• _What you should do_
Look through the records and copy each line with the string "stream" in it.

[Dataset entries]
★ ★ ★ ★ ★ ★ ★
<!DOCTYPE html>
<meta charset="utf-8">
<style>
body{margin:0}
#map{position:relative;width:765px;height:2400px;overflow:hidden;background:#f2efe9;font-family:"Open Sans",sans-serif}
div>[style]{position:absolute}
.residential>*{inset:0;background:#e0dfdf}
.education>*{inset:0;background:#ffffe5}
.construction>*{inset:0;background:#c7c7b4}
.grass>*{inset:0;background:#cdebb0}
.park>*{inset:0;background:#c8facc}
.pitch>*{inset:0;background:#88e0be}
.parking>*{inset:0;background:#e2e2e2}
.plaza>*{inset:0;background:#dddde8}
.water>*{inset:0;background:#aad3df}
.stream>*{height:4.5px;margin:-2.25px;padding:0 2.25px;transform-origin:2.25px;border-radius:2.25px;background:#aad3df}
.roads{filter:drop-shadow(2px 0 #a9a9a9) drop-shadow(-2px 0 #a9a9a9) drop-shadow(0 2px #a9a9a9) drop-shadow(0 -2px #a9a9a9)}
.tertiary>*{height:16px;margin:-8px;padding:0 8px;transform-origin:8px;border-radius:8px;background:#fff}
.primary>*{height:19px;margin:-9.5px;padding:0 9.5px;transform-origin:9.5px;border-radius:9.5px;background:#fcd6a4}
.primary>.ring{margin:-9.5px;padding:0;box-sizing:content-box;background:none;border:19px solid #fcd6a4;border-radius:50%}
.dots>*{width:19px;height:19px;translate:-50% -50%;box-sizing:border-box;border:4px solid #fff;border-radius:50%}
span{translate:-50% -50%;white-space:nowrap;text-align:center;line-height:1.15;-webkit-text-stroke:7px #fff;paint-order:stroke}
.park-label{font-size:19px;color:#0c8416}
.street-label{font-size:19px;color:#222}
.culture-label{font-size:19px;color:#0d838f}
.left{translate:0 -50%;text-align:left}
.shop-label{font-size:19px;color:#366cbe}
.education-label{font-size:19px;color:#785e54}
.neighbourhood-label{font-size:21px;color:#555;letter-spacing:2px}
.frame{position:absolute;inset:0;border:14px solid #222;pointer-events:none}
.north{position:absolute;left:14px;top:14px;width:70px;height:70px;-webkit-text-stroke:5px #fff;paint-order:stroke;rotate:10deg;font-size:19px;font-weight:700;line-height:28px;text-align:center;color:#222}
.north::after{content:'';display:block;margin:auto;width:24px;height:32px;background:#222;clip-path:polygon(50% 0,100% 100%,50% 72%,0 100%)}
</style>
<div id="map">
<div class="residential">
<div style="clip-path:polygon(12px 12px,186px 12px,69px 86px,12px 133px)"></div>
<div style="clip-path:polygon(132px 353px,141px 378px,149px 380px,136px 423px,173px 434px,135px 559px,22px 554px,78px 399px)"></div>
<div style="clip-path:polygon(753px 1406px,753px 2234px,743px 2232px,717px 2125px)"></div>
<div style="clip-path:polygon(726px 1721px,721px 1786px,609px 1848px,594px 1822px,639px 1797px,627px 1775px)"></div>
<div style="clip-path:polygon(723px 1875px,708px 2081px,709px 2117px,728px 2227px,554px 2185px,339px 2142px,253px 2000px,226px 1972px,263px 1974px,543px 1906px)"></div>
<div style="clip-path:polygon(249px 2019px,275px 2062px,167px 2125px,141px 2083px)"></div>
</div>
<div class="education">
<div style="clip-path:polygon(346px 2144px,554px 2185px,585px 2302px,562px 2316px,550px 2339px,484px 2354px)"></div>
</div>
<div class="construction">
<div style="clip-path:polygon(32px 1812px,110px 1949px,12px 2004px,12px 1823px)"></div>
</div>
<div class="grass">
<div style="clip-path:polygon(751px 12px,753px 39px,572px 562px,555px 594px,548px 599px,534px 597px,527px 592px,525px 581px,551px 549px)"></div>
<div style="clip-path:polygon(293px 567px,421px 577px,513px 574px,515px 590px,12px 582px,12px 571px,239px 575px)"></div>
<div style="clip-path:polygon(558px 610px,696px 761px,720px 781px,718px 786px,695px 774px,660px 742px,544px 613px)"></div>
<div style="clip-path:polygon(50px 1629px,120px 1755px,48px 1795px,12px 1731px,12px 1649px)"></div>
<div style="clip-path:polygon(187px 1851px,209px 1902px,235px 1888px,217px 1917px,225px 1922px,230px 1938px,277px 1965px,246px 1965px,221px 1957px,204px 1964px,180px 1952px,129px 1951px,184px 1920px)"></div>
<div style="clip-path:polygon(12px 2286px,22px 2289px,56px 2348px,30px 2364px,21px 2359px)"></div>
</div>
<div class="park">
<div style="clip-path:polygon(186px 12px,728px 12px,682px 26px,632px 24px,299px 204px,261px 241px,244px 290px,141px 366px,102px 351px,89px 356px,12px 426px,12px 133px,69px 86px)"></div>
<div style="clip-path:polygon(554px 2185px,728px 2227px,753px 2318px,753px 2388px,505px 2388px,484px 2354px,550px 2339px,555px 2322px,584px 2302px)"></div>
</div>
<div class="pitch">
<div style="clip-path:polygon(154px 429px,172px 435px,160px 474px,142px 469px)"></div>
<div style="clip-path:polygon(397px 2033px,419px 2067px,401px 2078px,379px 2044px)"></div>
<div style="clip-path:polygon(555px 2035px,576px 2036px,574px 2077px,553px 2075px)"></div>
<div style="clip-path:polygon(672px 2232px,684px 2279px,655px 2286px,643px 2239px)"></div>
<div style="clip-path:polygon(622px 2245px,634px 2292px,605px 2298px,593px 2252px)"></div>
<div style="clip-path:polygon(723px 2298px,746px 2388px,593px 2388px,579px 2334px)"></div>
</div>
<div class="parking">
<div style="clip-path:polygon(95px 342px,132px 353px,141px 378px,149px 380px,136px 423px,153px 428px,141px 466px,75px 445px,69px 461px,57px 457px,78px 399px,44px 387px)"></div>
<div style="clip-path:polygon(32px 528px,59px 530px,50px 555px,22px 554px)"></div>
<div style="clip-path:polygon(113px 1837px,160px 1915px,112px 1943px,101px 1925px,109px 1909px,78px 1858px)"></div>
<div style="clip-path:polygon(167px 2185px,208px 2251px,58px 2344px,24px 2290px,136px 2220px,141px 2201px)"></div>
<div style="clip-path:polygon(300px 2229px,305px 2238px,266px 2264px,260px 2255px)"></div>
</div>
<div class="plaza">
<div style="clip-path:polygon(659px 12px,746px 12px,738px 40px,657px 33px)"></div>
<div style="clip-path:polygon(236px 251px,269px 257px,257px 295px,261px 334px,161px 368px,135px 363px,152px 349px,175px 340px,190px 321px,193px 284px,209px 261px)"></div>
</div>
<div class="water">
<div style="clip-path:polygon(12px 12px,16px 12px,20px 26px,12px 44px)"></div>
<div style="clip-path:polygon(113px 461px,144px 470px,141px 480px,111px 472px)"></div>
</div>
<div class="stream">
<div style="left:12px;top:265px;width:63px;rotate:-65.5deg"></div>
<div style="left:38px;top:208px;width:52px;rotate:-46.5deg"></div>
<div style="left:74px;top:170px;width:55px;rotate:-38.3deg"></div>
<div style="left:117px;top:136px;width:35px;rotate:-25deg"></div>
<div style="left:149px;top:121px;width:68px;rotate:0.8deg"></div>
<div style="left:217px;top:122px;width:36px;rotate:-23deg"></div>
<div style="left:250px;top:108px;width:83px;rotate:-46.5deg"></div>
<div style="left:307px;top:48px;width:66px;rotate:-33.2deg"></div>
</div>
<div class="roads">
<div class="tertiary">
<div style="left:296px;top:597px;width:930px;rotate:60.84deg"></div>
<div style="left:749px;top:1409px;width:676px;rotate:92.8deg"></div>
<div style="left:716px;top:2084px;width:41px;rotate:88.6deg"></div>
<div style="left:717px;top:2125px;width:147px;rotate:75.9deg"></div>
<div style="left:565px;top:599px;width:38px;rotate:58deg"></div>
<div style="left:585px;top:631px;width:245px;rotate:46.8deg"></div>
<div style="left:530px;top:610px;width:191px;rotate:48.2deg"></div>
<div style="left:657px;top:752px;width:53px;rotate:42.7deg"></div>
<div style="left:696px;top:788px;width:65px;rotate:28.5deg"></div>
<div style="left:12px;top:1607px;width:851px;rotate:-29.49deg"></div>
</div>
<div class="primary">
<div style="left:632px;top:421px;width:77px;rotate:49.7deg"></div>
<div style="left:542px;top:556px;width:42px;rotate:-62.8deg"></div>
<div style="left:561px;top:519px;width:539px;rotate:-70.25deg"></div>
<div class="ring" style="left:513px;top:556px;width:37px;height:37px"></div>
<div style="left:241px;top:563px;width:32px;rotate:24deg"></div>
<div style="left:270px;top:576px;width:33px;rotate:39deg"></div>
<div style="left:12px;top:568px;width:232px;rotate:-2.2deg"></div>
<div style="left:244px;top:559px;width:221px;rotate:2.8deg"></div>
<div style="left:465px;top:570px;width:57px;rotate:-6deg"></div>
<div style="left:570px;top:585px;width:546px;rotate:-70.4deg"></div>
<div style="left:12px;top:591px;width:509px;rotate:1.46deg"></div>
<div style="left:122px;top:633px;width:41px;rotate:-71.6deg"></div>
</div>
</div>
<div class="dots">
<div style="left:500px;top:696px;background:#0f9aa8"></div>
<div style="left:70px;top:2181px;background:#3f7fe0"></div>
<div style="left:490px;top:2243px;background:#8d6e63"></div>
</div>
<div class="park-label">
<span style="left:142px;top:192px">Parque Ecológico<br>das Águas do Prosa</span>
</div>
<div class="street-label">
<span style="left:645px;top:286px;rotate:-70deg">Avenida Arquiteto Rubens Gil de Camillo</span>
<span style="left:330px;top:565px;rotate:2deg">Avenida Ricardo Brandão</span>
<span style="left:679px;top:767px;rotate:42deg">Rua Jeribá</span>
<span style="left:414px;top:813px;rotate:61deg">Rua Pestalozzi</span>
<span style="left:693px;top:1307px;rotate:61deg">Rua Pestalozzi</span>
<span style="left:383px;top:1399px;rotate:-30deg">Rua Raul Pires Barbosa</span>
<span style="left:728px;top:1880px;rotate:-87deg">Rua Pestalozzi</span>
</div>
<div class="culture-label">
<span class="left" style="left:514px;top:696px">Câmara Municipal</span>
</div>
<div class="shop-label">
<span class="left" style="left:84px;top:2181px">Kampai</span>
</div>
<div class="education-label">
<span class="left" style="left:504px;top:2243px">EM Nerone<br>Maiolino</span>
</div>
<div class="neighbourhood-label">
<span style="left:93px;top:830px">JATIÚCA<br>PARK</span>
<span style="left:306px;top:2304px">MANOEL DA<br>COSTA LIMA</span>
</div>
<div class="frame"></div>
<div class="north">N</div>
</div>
★ ★ ★ ★ ★ ★ ★
• _Completed task_
.stream>*{height:4.5px;margin:-2.25px;padding:0 2.25px;transform-origin:2.25px;border-radius:2.25px;background:#aad3df}
<div class="stream">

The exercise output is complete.